[INFORMATION SUPPLIED Boundary: Start]

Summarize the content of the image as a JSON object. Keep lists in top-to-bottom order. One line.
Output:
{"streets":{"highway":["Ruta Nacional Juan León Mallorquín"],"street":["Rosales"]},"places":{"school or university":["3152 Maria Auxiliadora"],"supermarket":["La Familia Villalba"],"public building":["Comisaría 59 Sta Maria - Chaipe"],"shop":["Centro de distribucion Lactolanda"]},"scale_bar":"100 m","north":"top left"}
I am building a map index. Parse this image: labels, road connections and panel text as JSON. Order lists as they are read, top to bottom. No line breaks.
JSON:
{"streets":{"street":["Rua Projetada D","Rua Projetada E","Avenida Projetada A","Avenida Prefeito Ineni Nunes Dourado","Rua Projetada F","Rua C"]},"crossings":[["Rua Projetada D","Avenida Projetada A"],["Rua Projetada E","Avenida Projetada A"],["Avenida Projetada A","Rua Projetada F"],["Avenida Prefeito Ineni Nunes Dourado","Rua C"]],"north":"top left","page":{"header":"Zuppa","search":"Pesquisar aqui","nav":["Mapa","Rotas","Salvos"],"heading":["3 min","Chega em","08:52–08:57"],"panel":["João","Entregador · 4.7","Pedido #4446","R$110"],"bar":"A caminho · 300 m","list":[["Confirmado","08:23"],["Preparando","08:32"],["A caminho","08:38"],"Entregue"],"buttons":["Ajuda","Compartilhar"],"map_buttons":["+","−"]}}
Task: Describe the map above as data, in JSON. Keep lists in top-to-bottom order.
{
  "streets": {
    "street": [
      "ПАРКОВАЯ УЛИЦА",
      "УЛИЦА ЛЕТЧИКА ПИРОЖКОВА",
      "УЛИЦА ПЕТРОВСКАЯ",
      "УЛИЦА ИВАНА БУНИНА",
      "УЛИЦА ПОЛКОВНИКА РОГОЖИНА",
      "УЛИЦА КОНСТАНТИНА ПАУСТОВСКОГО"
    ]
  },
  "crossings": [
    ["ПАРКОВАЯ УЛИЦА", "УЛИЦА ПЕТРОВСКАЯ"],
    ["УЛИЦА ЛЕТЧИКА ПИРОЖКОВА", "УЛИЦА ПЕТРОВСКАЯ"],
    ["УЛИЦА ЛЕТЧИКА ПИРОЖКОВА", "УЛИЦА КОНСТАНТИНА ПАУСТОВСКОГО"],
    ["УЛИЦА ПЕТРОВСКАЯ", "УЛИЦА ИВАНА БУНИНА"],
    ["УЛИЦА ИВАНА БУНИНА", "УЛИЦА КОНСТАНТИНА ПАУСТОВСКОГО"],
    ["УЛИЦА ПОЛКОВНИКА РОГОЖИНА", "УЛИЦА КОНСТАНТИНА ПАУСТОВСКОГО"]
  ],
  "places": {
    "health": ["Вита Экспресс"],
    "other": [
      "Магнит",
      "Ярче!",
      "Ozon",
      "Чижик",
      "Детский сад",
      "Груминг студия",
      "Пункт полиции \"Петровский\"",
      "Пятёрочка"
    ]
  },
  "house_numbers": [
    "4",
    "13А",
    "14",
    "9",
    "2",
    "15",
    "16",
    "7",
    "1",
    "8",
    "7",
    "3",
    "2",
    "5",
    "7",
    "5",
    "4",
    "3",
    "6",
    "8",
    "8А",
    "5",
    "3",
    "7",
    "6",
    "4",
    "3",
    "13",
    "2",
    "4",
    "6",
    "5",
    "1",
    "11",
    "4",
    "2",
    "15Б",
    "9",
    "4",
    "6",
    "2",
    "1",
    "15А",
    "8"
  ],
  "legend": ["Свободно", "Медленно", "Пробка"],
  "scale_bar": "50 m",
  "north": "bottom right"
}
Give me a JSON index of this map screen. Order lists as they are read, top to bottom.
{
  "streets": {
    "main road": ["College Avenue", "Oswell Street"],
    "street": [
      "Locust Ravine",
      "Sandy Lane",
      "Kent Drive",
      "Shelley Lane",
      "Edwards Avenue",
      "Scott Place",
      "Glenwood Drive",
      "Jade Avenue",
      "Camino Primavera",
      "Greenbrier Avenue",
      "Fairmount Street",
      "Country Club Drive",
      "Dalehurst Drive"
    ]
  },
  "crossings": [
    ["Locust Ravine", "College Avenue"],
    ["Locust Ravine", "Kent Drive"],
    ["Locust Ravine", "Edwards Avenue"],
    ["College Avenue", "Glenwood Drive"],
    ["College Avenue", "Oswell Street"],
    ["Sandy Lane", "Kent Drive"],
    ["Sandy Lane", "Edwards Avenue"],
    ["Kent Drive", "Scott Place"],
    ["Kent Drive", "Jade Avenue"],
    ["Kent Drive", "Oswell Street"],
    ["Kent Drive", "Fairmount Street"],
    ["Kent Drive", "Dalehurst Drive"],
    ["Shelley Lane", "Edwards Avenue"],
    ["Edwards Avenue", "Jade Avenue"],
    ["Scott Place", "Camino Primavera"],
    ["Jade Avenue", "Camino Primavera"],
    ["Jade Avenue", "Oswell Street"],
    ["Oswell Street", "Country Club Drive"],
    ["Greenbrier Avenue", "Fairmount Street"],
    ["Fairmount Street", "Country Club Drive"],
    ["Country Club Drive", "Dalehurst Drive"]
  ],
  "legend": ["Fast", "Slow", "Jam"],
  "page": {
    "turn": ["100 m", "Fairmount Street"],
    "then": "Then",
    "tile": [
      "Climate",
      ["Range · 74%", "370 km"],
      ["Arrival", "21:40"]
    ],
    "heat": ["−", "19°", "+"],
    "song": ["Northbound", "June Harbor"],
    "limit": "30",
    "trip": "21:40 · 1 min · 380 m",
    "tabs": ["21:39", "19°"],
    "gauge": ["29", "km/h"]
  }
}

[INFORMATION SUPPLIED Boundary: End]

PROBLEM TO SOLVE
Your task is to reproduce the entries exactly, starting at the first line and ending with the line containing "I am building".

EXERCISE RESPONSE
Summarize the content of the image as a JSON object. Keep lists in top-to-bottom order. One line.
Output:
{"streets":{"highway":["Ruta Nacional Juan León Mallorquín"],"street":["Rosales"]},"places":{"school or university":["3152 Maria Auxiliadora"],"supermarket":["La Familia Villalba"],"public building":["Comisaría 59 Sta Maria - Chaipe"],"shop":["Centro de distribucion Lactolanda"]},"scale_bar":"100 m","north":"top left"}
I am building a map index. Parse this image: labels, road connections and panel text as JSON. Order lists as they are read, top to bottom. No line breaks.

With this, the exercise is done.